Nota sulla differenza di genere

I ricercatori hanno rilevato una maggiore frequenza del disagio psicologico nelle donne (18,6%) rispetto alla popolazione maschile (14,8%). Tuttavia i disturbi più gravi, quelli dell’area psicotica (schizofrenia e disturbo schizotipico) sono risultati maggiormente a carico dei pazienti di sesso maschile. Per quanto riguarda i disturbi d’ansia la percentuale è significativamente più elevata nelle donne. Infine i disturbi di personalità e del comportamento (DSM-IV – ICD-10) sono presenti nel 2,2% di donne e uomini.

Disturbi depressivi e ansia patologica

La ricerca evidenzia che tra tutte le diagnosi psichiatriche studiate in pazienti con dermatite atopica, il rischio di depressione è il più pronunciato essendo presente nel 10,4% dei soggetti; l'ansia invece rappresenta la terza comorbidità psicopatologica più comune.

Quali sono le cause della comorbidità psicopatologica nei pazienti atopici?

Le cause alla base della presenza di complesse patologie psichiche nei pazienti adulti affetti da dermatite atopica non sono completamente comprese. Alcuni autori suggeriscono che:

- prurito intenso,

- disturbi del sonno,

- stress emotivo,

- stigma sociale,

- aumento dei livelli di citochine, comuni sia alla condizione dermatologica che psicologica,

possano essere considerati fattori coinvolti nella eziopatogenesi del fenomeno (Silverberg 2017).

Inoltre l’eczema atopico, essendo una malattia cronica, rappresenta un pesante onere a lungo termine sia per i pazienti che per le famiglie, determinando un gravoso impatto sulla qualità della vita.

Il contributo dello psicoterapeuta nel trattamento del paziente atopico

Da tempo è nota alla comunità scientifica dei dermatologi la presenza, nei pazienti affetti da malattie cutanee croniche, da un lato, dell’impatto negativo sulla qualità della vita, dall’altro il manifestarsi di sofferenza nella salute psichica (Gupta et al. 2003; Picardi et al. 2004; Fried et al. 2005; Kurd et al. 2010; Tat et al. 2019).

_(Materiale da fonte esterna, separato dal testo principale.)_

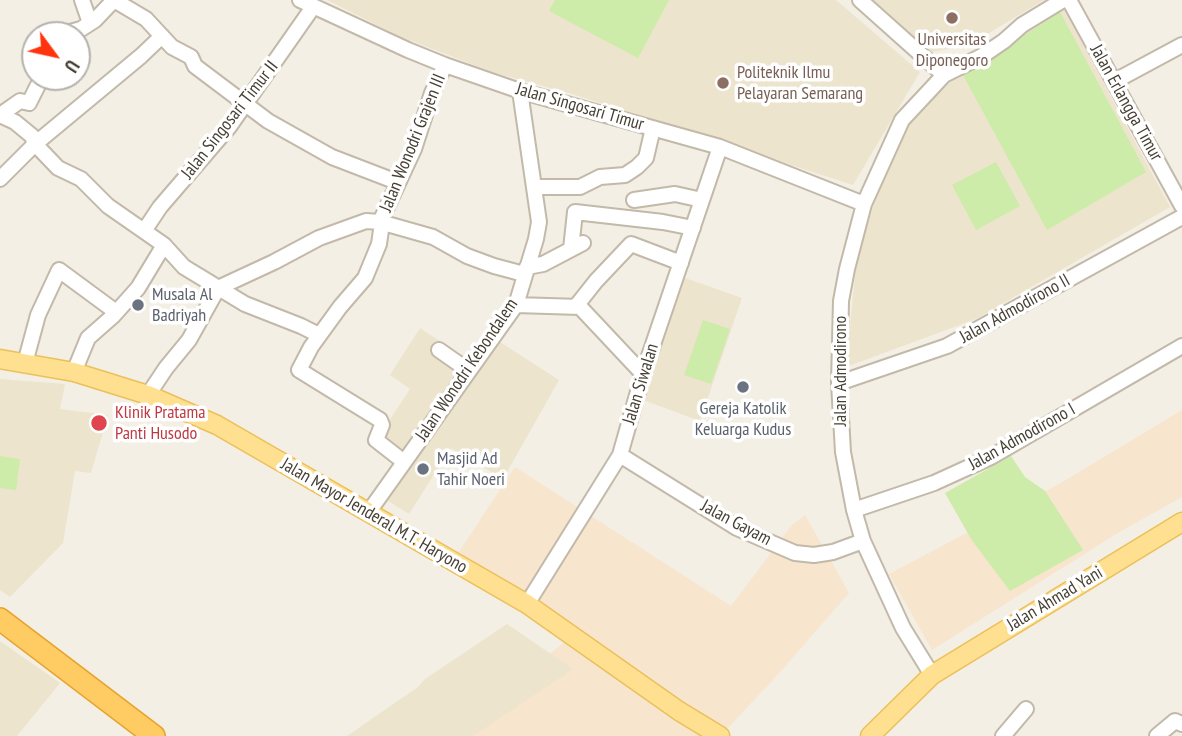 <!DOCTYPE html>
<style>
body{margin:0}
#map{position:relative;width:1182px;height:736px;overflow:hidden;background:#f3efe4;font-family:"PT Sans Narrow",sans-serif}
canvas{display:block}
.north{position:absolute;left:21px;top:21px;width:70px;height:70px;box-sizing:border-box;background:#fff;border:2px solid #b5b2ad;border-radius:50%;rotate:123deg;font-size:19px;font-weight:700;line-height:28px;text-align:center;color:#463f33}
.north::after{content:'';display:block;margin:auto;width:24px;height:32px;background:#ff340f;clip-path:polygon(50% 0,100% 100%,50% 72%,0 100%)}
</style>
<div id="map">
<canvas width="1182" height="736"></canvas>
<div class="north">U</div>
</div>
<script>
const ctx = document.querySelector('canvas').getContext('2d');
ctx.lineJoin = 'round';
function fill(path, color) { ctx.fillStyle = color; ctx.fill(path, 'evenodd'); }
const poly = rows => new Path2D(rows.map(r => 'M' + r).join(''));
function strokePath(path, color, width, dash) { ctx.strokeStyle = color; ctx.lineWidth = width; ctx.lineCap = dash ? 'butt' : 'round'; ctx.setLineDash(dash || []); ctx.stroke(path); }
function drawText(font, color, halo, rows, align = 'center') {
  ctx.font = font + ' "PT Sans Narrow",sans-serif'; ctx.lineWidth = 7; ctx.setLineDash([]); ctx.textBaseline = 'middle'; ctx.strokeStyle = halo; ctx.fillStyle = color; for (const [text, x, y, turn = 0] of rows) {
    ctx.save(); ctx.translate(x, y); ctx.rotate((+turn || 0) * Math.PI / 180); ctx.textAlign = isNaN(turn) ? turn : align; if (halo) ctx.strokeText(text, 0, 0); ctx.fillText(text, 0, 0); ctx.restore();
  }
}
const commercial = poly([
 [1182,410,1182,497,1116,534,932,650,889,574,1061,483],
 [515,467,731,606,792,525,805,515,849,593,782,670,727,729,717,736,449,736,573,635,459,552]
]);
const education = poly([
 [327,0,836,0,920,72,853,185,572,94,492,72,399,36],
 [866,0,1044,0,984,36,961,46,932,52],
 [1064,9,1170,207,976,319,846,367,857,255,901,125,953,80,1020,35],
 [685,278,742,298,700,421,643,400],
 [420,328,470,361,489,335,559,380,503,479,451,448,409,514,385,499,410,461,377,439,410,389,390,375],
 [0,379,65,384,60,409,108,415,91,473,75,471,63,543,10,597,0,590],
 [507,624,573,669,473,736,347,736,418,687,425,679],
 [0,641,60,683,17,736,0,736]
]);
const green = poly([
 [555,0,669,0,638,58,549,11],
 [1060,12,1146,172,1047,230,963,75],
 [996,162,1020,206,976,230,952,185],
 [703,320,730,329,711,384,684,375],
 [0,456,20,459,16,490,0,488],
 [1011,456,1025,477,1045,491,1083,550,1010,591,971,539,945,493]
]);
const minor = poly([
 [82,0,90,23],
 [114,0,146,19,172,47,191,57,195,66,268,121,332,157,397,182],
 [300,0,408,50,445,65,520,91,720,147,864,204],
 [860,0,944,75],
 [1069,0,1182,206],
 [59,35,81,29,95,20,114,0],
 [1115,81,1182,45],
 [0,115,15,122,32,136,35,144,58,168,81,179,108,206,164,245,184,267,245,304,301,326,319,335],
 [0,115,20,101,29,103,42,77],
 [0,179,35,144,141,56,162,36],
 [534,187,580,187,600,177,625,175,637,167,646,158,653,128],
 [634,200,675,194,702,200],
 [380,222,433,237,467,256,494,266,524,274],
 [382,223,379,244,365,278,340,307,311,347,299,370,380,420,382,425,376,440,404,462],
 [144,231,160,207,229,127,313,7],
 [571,249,575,212,663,222,693,228],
 [527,267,543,264,583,243],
 [516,305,580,307,643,374],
 [577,305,596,281,631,244,681,263],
 [439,350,469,371],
 [25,363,38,315,59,270,116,312],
 [74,372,88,338,113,316,138,288,164,245],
 [839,383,947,346,1182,217],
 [148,395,166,368,189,340,218,288,274,262,319,238,366,221,380,222,414,149,432,93,445,65],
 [620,455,737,528,795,553,814,555,833,552,863,541],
 [854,510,934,483,991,457,1182,346],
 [368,513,516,305,536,239,539,222,520,91],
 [527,604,620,455,643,374,720,147],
 [932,675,903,628,863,541,854,510,843,452,839,383,841,301,847,269,864,204,902,120,944,75,982,56,1004,41,1022,25,1063,0],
 [1003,736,1026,709],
 [1157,736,1175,721,1182,724]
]);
const major = poly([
 [0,359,74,372,148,395,217,425,527,604,679,711,720,736],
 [870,736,932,675,1182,522]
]);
const highway = poly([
 [0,619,154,736]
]);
const markers = [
 [952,18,7,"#8d6e63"],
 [723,83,7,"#8d6e63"],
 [138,305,7,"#6b7280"],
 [743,387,7,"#6b7280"],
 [99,423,9,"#e0444e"],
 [423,469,7,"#6b7280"]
];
const educationNames = [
 ["Universitas",952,40],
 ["Diponegoro",952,61],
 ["Politeknik Ilmu",737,73,"left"],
 ["Pelayaran Semarang",737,94,"left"]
];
const streetNames = [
 ["Jalan Erlangga Timur",1126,103,61],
 ["Jalan Singosari Timur",580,107,16],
 ["Jalan Singosari Timur II",230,120,-52],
 ["Jalan Wonodri Grajen III",413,143,-68],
 ["Jalan Admodirono II",1015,309,-29],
 ["Jalan Wonodri Kebondalem",467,370,-56],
 ["Jalan Admodirono",841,371,-90],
 ["Jalan Siwalan",641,384,-73],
 ["Jalan Admodirono I",1022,437,-29],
 ["Jalan Mayor Jenderal M.T. Haryono",374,516,30],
 ["Jalan Gayam",736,523,28],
 ["Jalan Ahmad Yani",1055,599,-31]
];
const worshipNames = [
 ["Musala Al",152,295],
 ["Badriyah",152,316],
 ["Gereja Katolik",743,409,"center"],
 ["Keluarga Kudus",743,430,"center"],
 ["Masjid Ad",437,459],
 ["Tahir Noeri",437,480]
];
const healthNames = [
 ["Klinik Pratama",115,413],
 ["Panti Husodo",115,434]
];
fill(commercial, '#f7e5cd');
fill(education, '#ede4cd');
fill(green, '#cdeba9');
strokePath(minor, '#c2b9a9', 18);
strokePath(major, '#ebc05a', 21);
strokePath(highway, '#e7a22a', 24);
strokePath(minor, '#fff', 14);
strokePath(major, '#ffe091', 18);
strokePath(highway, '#ffcb63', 21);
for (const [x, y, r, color] of markers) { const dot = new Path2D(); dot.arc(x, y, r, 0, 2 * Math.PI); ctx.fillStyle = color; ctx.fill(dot); strokePath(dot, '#fff', 2.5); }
drawText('18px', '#785e54', '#fff', educationNames);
drawText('18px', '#463f33', '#fff', streetNames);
drawText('18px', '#5b616d', '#fff', worshipNames, 'left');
drawText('18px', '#be3a42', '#fff', healthNames, 'left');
</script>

Le nuove frontiere della terapia, inizialmente avviate soprattutto in Germania (Diepgen et al. 2003), Francia (Barbarot et al. 2007) e successivamente anche in Italia (Ricci et al. 2009; Aiazzi et al. 2014), si sono accorte dell’importanza dell’utilizzo di figure terapeutiche non provenienti dalle discipline dermatologiche. In particolar modo sono stati introdotti gli psicologi e gli psicoterapeuti, al di dentro di un processo di cura multidisciplinare ed integrato. L’intervento psicologico/psicoterapeutico è da ritenersi opportuno soprattutto nei seguenti casi:

- difficoltà nella compliance terapeutica,

- frequenti riacutizzazioni della malattia,

- difficoltà nella gestione del sintomo del prurito,

- disturbi del sonno.

In conclusione la tradizionale visione della dermatologia classica si è quindi arricchita del contributo apportato da altre discipline, fra queste una posizione non di secondo piano va riconosciuta al supporto psicologico e a quelle metodologie che considerano la relazione umana fattore di cura. A ben vedere l’attenzione delle discipline psicologiche alle malattie della pelle è di antica data: già negli anni ’40 la psicoanalisi cercò di occuparsene, e con lo scorrere del tempo divennero numerosi gli autori che si sono dedicati a questa riflessione. Quindi possiamo accogliere con favore l’indicazione implicita che deriva dal recente studio finlandese, dato che in esso si rileva con chiarezza l’influenza sulla sfera psichica della malattia e dei suoi sintomi. Pertanto si sottolinea l’importanza dello psicoterapeuta come figura di supporto ed accompagnamento.